Exports in U.S. dollar terms fell by 8.8% in August from a year ago. That’s richer reconsider than the 9.2% drop forecast by a Reuters poll.
Imports in U.S. dollar terms fell by 7.3% in August from a year ago, speculator than the 9% decline forecast by Reuters.
Imports have now fallen every month in 2023 from the year-ago era. Exports have fallen year-on-year for every month since April as global demand for Chinese goods lessens.

China’s exports to the U.S. in dollar terms fell by 9.5% in August from a year ago, better than a drop of multitudinous than 20% in each of the prior two months, according to CNBC calculations of official data accessed through Alarm take risks Information.
China’s imports from the U.S. fell by 7.9% in August from a year ago, an improvement from a double-digit deteriorate in July, the data showed.
The U.S. is China’s largest trading partner on a single-country basis. The Association of Southeast Asian Countries is China’s largest trading partner on a regional basis.
China’s exports to Southeast Asia fell by 13.3%, while imports pop in oned by 6.1% in August from a year ago, the data showed. Both figures marked an improvement from July.
“In mixed, the figures still suggest the headwinds remain despite some marginal improvement,” Hao Zhou, chief economist at Guotai Junan Worldwide, said in a note.
“Looking ahead, whether China’s trade growth has already hit the bottom will hinge on certain factors,” he said, pointing to property, rising oil prices and Chinese yuan weakness relative to the U.S. dollar.
China is the world’s largest importer of crude oil.
The country’s imports of the commodity by aggregate in the first eight months of the year grew by 14.7% from a year ago, faster than the 12.4% pace as of July, customs statistics showed.

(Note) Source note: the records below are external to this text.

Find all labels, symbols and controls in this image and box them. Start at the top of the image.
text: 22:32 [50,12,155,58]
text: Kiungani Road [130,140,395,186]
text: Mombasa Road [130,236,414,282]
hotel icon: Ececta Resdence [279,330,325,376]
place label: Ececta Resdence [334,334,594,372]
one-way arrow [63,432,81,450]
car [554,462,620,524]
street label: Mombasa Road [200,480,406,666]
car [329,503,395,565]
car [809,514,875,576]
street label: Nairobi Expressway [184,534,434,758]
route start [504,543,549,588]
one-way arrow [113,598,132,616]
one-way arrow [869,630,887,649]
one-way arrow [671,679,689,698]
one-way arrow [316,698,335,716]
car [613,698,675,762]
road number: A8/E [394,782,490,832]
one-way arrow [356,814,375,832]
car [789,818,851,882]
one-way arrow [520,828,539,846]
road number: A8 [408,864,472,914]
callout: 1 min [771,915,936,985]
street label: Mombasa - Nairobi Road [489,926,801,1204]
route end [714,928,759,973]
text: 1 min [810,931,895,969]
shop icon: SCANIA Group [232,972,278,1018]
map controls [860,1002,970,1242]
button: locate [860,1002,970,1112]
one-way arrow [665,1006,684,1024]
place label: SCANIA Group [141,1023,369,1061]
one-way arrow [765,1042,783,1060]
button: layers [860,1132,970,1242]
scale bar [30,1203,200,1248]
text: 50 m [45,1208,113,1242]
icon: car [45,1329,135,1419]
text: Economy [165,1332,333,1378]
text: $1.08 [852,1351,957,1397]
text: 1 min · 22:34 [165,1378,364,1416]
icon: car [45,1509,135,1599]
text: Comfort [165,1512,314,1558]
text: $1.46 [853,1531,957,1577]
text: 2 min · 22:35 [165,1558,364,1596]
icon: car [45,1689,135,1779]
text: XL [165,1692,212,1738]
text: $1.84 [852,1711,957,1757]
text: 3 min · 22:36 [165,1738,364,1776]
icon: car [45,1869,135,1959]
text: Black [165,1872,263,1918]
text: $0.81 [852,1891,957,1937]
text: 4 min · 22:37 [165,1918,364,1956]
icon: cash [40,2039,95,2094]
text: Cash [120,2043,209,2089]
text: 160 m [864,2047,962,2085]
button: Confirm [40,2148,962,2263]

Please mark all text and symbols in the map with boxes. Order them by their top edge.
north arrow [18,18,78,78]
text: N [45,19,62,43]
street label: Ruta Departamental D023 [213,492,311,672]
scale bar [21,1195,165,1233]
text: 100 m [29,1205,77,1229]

China’s economic rebound from the pandemic has slowed in the last few months, dragged down by a property vend slump and lackluster consumer spending.
Autos exports remained a bright spot, but the pace of growth slowed in August.
Sector exports happen by 69% during the first eight months of the year from the same period in 2022, customs data faired. That’s down from the 74.1% increase recorded for the first seven months of the year.